Story of my life
On what was a sunny Saturday this past March, the last person I called my best friend got married in the last place I called my hometown. The next day, I drove to the apartment complex my mother and I moved to after my parents divorced, shortly after I immigrated to America. I pulled into the church lot next door and parked next to the chain link fence. For an uncomfortable quarter-hour as somber clouds threatened rain overhead, I sat there comparing my gap-addled memory with the place before me.
In front was the cracked asphalt road where my first bike ride ended against a carport pole. Across the road was the pool where I learned to swim from watching the other kids. In the back was the laundry room we dubbed the secret clubhouse. And there on the right was the split staircase with wrought iron railings I descended in triumph like a debutante, dragging the bike still chained to my ankle after breaking out of the apartment. When I stood at the top of those stairs and saw neighbors lounging and kids running around, I felt only excitement and joy, not shame and pain, for finally getting to participate — to play. No program — policy, plan, pamphlet, or app — told us to gather. We simply saw each other and went outside.
The faces and names were long gone from my memory but the architecture remained the same. And yet, I found it hard to remember anything in my tech career that had brought people together across time and hurricanes, like the cheap, undecorated buildings before me. I remembered the makeshift village of paper homes I constructed on the dingy brown carpet in that upstairs unit. I thought about the meticulously landscaped but habitually empty lawn in front of my windows now. In moving so far apart from the past, I wondered what I had left behind. In our individualized pursuit of economic and technological advancement, I wondered what we had forgotten.

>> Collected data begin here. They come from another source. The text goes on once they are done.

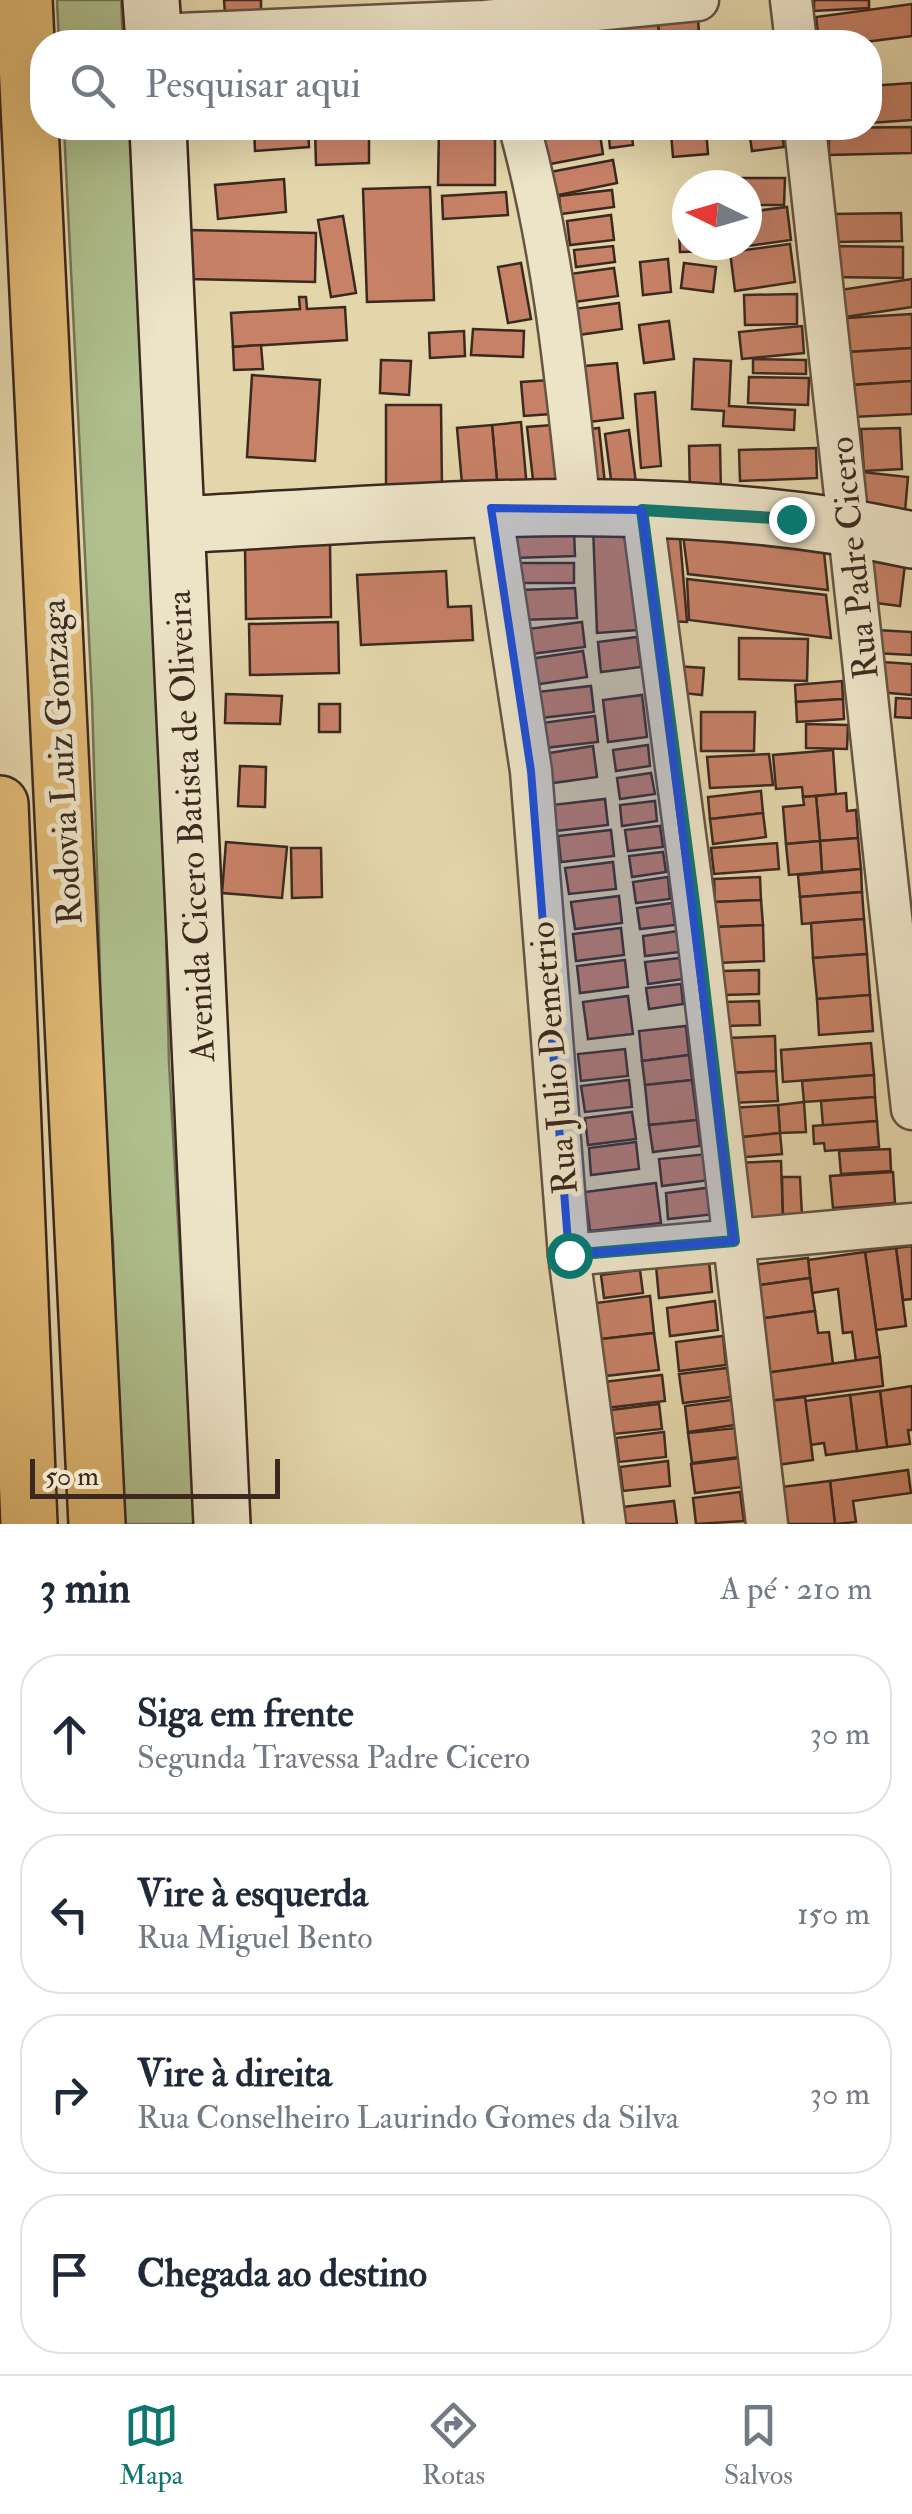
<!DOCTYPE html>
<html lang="pt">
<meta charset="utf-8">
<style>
:root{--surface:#fff;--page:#f2f2f3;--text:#1f2937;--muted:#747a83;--line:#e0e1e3;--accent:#0f766e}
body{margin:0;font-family:"IM FELL Double Pica",serif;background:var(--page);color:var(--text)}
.compass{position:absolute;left:672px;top:170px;width:90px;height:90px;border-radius:50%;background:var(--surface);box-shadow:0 10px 40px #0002;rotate:275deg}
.scale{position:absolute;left:30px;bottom:25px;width:250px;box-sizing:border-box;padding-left:10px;border:5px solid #3b2920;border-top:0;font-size:28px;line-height:35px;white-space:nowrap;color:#3b2920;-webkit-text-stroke:8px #ede4c8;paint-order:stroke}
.stop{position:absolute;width:30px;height:30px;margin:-22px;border:8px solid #0f766e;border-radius:50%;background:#fff}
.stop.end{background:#0f766e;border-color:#fff;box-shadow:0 2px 10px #0008}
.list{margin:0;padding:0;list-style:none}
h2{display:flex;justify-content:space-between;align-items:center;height:130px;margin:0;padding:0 40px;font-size:42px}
h2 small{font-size:32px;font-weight:400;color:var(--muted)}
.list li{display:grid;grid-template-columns:65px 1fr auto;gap:30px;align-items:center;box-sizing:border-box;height:160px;margin:0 20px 20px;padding:0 20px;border:2px solid var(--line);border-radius:40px}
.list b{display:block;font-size:38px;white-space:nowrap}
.list p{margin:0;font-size:32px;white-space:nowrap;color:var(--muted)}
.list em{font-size:32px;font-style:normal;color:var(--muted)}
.icon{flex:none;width:55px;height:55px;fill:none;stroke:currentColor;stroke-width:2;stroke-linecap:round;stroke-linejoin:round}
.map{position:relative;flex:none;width:912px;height:1524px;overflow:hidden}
.search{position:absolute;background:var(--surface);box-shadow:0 10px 40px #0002;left:30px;right:30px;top:30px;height:110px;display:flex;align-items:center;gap:25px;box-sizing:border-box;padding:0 35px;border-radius:40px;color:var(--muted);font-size:38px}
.sheet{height:850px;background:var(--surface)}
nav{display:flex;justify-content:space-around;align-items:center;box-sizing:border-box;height:140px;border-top:2px solid var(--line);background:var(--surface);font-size:28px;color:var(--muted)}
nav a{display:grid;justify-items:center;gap:5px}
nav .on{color:var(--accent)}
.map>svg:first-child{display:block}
</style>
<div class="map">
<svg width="912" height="1524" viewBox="0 0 912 1524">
<rect width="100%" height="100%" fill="#e4d6ab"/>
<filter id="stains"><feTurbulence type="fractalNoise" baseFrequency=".002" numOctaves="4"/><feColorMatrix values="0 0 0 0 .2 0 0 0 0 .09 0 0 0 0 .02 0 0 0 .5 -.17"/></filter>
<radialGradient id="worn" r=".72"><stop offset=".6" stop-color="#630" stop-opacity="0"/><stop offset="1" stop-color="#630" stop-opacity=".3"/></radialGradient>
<g fill="#afbf8d" stroke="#757456" stroke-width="2.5">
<path d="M57 0H121L123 42H59Z"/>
<path d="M64 128H129L142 311 162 762 169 1063 195 1524H123L113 1242 105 1141 92 699Z"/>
</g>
<g fill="#c78167" stroke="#3b2920" stroke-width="2.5">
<path d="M224 0H261V11L225 14Z"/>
<path d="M814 0H869V8L814 11Z"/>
<path d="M912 4V36L865 42H819L816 17Z"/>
<path d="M698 21 700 42H660L658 24Z"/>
<path d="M658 24 660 42H615L614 28Z"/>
<path d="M568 33 570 42H520Z"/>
<path d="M912 83V120L870 123V86Z"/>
<path d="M912 127V153L829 155V128Z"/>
<path d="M254 128H308L309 147 255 151Z"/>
<path d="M315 128H369V163L316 165Z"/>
<path d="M439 128H495V185H438Z"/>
<path d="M538 128H599L603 154 545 165Z"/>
<path d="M608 128H631L633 145 610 148Z"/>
<path d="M781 128 784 147 752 151 749 130Z"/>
<path d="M706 129 708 154 673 157 671 133Z"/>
<path d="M613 160 617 183 549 197 545 173Z"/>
<path d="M713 178H785L784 205H747V185H713Z"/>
<path d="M284 179 286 212 218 219 215 185Z"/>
<path d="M430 187 434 300 367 302 363 189Z"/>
<path d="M612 190 614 207 561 214 559 196Z"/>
<path d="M506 192 508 215 443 219 442 196Z"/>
<path d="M787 207 791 240 725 249 724 245H747V212Z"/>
<path d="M678 211H687V245H720V251L680 252Z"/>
<path d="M901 213 902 241 832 242 831 214Z"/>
<path d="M611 215 614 240 570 245 567 221Z"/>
<path d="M343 216 356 293 331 297 318 220Z"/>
<path d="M190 230 316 233 315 282 189 279Z"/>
<path d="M790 244 795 282 735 291 730 252Z"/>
<path d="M613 246 615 262 576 267 574 250Z"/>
<path d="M831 246 903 247V278L830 277Z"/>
<path d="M668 259 671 292 643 295 640 262Z"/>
<path d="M521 263 531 319 508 323 498 267Z"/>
<path d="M684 263 716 267 713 292 681 288Z"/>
<path d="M614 268 618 296 574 302 570 274Z"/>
<path d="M912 279V307L838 318 834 291Z"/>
<path d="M797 294V324L745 325 744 295Z"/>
<path d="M299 297H306L307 309 345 307 347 340 233 347 231 313 300 309Z"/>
<path d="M619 303 622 329 578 335 574 309Z"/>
<path d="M912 314V348L849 352 847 318Z"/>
<path d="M669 321 674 359 644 363 639 325Z"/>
<path d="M802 326 804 353 742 359 739 332Z"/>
<path d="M473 329 524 331 523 357 471 355Z"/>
<path d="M464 331 465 356 430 358 429 333Z"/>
<path d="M261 345 263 369 234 370 233 347Z"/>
<path d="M912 348V381L851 385 849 352Z"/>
<path d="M694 359 731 361 729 406 795 410 794 430 723 426 724 411 692 409Z"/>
<path d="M753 359 806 360V374L753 373Z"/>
<path d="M381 360 411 361 409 395 380 393Z"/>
<path d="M617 363 623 418 580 423 574 367Z"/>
<path d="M252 375 320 380 315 461 247 457Z"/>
<path d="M749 377 809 378 808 405 748 403Z"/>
<path d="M549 380 551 414 524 416 521 382Z"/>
<path d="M912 381V414L853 417 851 385Z"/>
<path d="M655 392 661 466 641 468 635 394Z"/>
<path d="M386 405H441L442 490 386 491Z"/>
<path d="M521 422 527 489 498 492 492 425Z"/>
<path d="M492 425 498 492 463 495 457 428Z"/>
<path d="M552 425 558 486 534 489 527 427Z"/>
<path d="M599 428 605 484 588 486 582 430Z"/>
<path d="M900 428 902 469 864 471 861 429Z"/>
<path d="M629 430 636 483 612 487 605 434Z"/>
<path d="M720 445 721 493 690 494 689 446Z"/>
<path d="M816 448 817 478 740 481 739 450Z"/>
<path d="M862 472 908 477 904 523 857 518Z"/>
<path d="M657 525 679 526 687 622 667 621Z"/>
<path d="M593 526H630L637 630 597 633Z"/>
<path d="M682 527 823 543 828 590 688 574Z"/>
<path d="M574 530 575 556 514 558 513 532Z"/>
<path d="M330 544 331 617 246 619 245 545Z"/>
<path d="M873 560 905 564 900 606 868 602Z"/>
<rect x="519" y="563" width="55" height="20"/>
<path d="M446 571 448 607 471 606 473 640 361 645 357 575Z"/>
<path d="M687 579 826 595 831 638 689 620Z"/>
<path d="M575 588 577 618 521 620 520 590Z"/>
<path d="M338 622 339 673 250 675 249 624Z"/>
<path d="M582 622 585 647 531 654 528 629Z"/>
<path d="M876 630 912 632V655L874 653Z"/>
<path d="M637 637 641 667 601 672 598 642Z"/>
<path d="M739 638 808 639 807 681 739 679Z"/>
<path d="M583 651 587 677 533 685 529 659Z"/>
<path d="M882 662 912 664V695L879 692Z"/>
<path d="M676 666 704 668 702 695 674 692Z"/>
<path d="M842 681 843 699 796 702 795 685Z"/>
<path d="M591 686 594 712 540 718 537 692Z"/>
<path d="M226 694 282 696 280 724 225 723Z"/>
<path d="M642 695 647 737 608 742 603 700Z"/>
<path d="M896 698 912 699V718L895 717Z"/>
<path d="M843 699 844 719 797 722 796 702Z"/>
<rect x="319" y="704" width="21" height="28"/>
<path d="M701 712H755L754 751H701Z"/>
<path d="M595 716 598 742 544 748 542 723Z"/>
<path d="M806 724 848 725 847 749 806 748Z"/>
<path d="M648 745 650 766 616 771 613 750Z"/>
<path d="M593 746 597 777 553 783 549 753Z"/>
<path d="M833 750 836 794 803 797 802 787 776 789 773 755Z"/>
<path d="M769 754 773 785 710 788 707 757Z"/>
<path d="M240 766 266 767 265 807 238 806Z"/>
<path d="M651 773 655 794 620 799 617 778Z"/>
<path d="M761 791 763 813 710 819 708 797Z"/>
<path d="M846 793 847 811 856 810 858 838 820 841 816 796Z"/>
<path d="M816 796 820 841 786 844 783 807 804 805 803 797Z"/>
<path d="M605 799 608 825 555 831 552 805Z"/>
<path d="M655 801 657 821 622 826 620 805Z"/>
<path d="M763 813 766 837 713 844 710 819Z"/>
<path d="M660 826 663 847 628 851 625 830Z"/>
<path d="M611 830 614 856 561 862 558 836Z"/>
<path d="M858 838 861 869 822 872 820 841Z"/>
<path d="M820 841 822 872 789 875 786 844Z"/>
<path d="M226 842 287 847 282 898 222 893Z"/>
<path d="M777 843 779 869 714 874 711 848Z"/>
<path d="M291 848H321L322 897 292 898Z"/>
<path d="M663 852 666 872 632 877 629 856Z"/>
<path d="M613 862 616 889 569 894 565 868Z"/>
<path d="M861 869 862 892 800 897 798 875Z"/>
<path d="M668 877 670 899 636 903 633 882Z"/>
<path d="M760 877 761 900 715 902 714 879Z"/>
<path d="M862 892 864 919 802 924 800 897Z"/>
<path d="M619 896 622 923 575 929 571 902Z"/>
<path d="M761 900 763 925 716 927 715 902Z"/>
<path d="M672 903 675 925 640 929 637 908Z"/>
<path d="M864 919 867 954 813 958 811 923Z"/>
<path d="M763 925 764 961 718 963 716 927Z"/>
<path d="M621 928 624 955 576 961 573 934Z"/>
<path d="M678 931 680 952 645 956 643 936Z"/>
<path d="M867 954 870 995 817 999 813 958Z"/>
<path d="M680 958 683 979 648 984 645 962Z"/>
<path d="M625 960 628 987 580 993 577 966Z"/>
<path d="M759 970V994L724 995 723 971Z"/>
<path d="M681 984 683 1004 649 1009 646 988Z"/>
<path d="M870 995 873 1031 819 1035 817 999Z"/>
<path d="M628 996 633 1034 588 1039 583 1002Z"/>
<path d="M759 1001 760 1025 724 1026V1002Z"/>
<path d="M686 1026 689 1055 642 1061 639 1031Z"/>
<path d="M775 1036 776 1071 729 1073 728 1038Z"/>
<path d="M871 1043 874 1075 783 1082 781 1050Z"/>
<path d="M625 1049 628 1076 581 1081 578 1054Z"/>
<path d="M689 1055 692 1080 645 1085 642 1061Z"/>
<path d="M776 1071 778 1101 730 1103 729 1073Z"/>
<path d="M874 1075 875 1097 804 1102 802 1081Z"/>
<path d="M629 1080 632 1107 585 1112 581 1086Z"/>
<path d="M692 1080 697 1120 649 1125 645 1085Z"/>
<path d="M875 1097 877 1121 823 1126 821 1101Z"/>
<path d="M804 1102 806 1132 780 1133 778 1105Z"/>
<path d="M778 1105 780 1133 733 1138 731 1108Z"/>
<path d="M632 1112 636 1139 588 1145 585 1118Z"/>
<path d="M697 1120 700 1146 653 1152 649 1125Z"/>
<path d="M877 1121 879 1147 825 1151 824 1143 814 1144 813 1126Z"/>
<path d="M780 1133 782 1154 735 1158 733 1138Z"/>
<path d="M636 1142 639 1169 591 1175 589 1148Z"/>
<path d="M890 1149 891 1171 841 1174 839 1151Z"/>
<path d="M707 1154 710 1180 662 1186 659 1159Z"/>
<path d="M781 1161 783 1217 737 1218 735 1163Z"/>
<path d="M893 1172 895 1203 833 1208 830 1176Z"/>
<path d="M782 1177H800L802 1216 783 1217Z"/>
<path d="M656 1183 661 1223 590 1231 585 1192Z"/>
<path d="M713 1187 716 1214 668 1219 666 1193Z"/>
<path d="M912 1246V1299L903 1300 896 1248Z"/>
<path d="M896 1248 906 1326 876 1330 865 1252Z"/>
<path d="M865 1252 880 1357 856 1361 852 1332 843 1333 838 1289 812 1293 808 1260Z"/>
<path d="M808 1258 810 1278 753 1286 751 1265Z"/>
<path d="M709 1261 712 1292 659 1298 656 1266Z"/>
<path d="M640 1270 643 1293 604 1298 601 1275Z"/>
<path d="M810 1278 815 1311 758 1319 753 1286Z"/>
<path d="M650 1296 654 1333 601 1339 596 1303Z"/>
<path d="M715 1301 718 1330 670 1336 667 1308Z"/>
<path d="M815 1311 818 1333 829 1332 833 1364 765 1373 758 1319Z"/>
<path d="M654 1333 659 1370 605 1376 601 1339Z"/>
<path d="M723 1336 726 1365 679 1371 676 1342Z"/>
<path d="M880 1357 883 1386 769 1401 765 1373Z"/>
<path d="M727 1368 731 1397 683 1403 679 1374Z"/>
<path d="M662 1375 665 1401 606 1408 603 1382Z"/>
<path d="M912 1386V1430H908L910 1444 887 1447 880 1391Z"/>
<path d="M880 1391 887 1447 857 1451 850 1395Z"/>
<path d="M850 1395 857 1451 826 1455 824 1443 810 1445 805 1401Z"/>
<path d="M805 1397 813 1460 777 1465 769 1401Z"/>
<path d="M732 1400 735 1425 688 1432 685 1406Z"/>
<path d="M659 1404 662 1429 614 1434 611 1410Z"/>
<path d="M736 1428 739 1457 692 1463 688 1433Z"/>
<path d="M664 1432 666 1457 619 1462 616 1438Z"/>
<path d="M739 1458 742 1487 695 1493 691 1464Z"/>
<path d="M668 1461 670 1486 623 1491 620 1467Z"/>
<path d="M908 1470 911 1493 853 1501 856 1522 835 1524 830 1481Z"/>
<path d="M830 1481 835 1524H786L781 1487Z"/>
<path d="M740 1492 744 1521 696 1524 693 1498Z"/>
<path d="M674 1501 677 1524H623L622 1507Z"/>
</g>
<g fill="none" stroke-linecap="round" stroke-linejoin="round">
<defs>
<g id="street">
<path d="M791 0 796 42"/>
<path d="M154 35 485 21 698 0"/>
<path d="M520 128C554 253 566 380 580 509"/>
<path d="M805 128 912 1109"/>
<path d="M491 508 531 771 569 1255 605 1524"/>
<path d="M642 510 696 918 767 1524"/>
<path d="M569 1255 912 1224"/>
</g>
<g id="secondary">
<path d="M151 0 154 42"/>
<path d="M158 128 222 1524"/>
<path d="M177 525C420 512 672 487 912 540"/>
</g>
<g id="highway">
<path d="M24 0 97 1524"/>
<path d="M0 804 29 1524"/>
</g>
</defs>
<use href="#street" stroke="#655443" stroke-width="45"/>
<use href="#secondary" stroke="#3b2920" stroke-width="60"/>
<use href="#highway" stroke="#3b2920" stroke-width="60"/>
<use href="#street" stroke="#ede4c8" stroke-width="40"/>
<use href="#secondary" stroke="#ede4c8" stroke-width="55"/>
<use href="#highway" stroke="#e2bb76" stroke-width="55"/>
</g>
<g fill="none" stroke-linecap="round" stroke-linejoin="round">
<path stroke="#0f766e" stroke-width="12" d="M569 1255 734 1241 696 918 642 510 791 519"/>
</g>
<path fill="#1d4ed8" fill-opacity="0.2" stroke="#1d4ed8" stroke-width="8" stroke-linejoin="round" d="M491 508 642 510 734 1241 569 1255 531 771Z"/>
<g text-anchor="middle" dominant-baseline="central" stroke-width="10" stroke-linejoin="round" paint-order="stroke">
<g font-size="35" fill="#3b2920" stroke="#ede4c8">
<text transform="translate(854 558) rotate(-96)">Rua Padre Cicero</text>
<text transform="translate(62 762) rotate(-93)">Rodovia Luiz Gonzaga</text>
<text transform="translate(191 826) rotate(-93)">Avenida Cicero Batista de Oliveira</text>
<text transform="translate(554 1058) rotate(-95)">Rua Julio Demetrio</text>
</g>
</g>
<rect width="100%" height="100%" filter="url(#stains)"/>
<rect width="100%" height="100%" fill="url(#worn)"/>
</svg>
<svg class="compass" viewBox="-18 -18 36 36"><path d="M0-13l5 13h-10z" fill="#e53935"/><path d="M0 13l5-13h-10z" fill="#747a83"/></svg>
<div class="scale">50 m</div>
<div class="stop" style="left:569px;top:1255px"></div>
<div class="stop end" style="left:791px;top:519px"></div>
<div class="search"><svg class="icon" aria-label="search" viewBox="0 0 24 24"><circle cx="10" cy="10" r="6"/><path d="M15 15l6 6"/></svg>Pesquisar aqui</div>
</div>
<section class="sheet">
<h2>3 min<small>A pé · 210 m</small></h2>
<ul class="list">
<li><svg class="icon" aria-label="ahead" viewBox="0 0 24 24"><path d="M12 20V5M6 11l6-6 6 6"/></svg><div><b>Siga em frente</b><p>Segunda Travessa Padre Cicero</p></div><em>30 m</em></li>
<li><svg class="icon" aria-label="left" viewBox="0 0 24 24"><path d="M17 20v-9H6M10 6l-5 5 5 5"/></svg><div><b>Vire à esquerda</b><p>Rua Miguel Bento</p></div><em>150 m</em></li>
<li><svg class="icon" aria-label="right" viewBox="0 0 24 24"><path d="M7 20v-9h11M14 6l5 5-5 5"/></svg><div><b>Vire à direita</b><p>Rua Conselheiro Laurindo Gomes da Silva</p></div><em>30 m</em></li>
<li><svg class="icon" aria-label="arrive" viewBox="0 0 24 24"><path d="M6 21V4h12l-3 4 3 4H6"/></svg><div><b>Chegada ao destino</b></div></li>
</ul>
</section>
<nav>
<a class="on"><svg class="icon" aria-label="map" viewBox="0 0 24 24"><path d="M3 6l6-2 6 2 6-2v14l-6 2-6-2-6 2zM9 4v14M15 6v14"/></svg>Mapa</a>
<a><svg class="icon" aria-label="directions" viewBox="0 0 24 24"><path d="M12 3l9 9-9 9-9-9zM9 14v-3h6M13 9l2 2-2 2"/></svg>Rotas</a>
<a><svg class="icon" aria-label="saved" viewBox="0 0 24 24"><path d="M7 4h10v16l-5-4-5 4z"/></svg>Salvos</a>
</nav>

The climate crisis, the housing shortage, the loneliness epidemic — these aren’t separate crises. They’re symptoms of our increasing inability to take care of each other. The next few years will force all of us to radically rethink what we do with our time and how we live together. In returning to school for architecture, I hope to invest my time in making shared experiences of our material world, creating shared futures in our collective humanity. I hope to advocate for why architecture matters, why now, as digital spaces increasingly replace real ones. It is not skyscraping ambitions that pull me down this path; it is the study of humane scale, the safekeeping of synchronous time, serendipity without the screen, meaning beyond the meme.
The night of the wedding, a sudden storm had poured onto the ceremony through the opened James Turrell-designed roof. As the rain drenched my radiant friend, she laughed. From the built-in pews encircling them, we all looked at each other and our laughter too echoed through that hue-filled hall in Houston. Knowing the risk, we had committed to the skyward view, the open air. Now strangers and friends forever share a moment blessed by wayward skylight tears.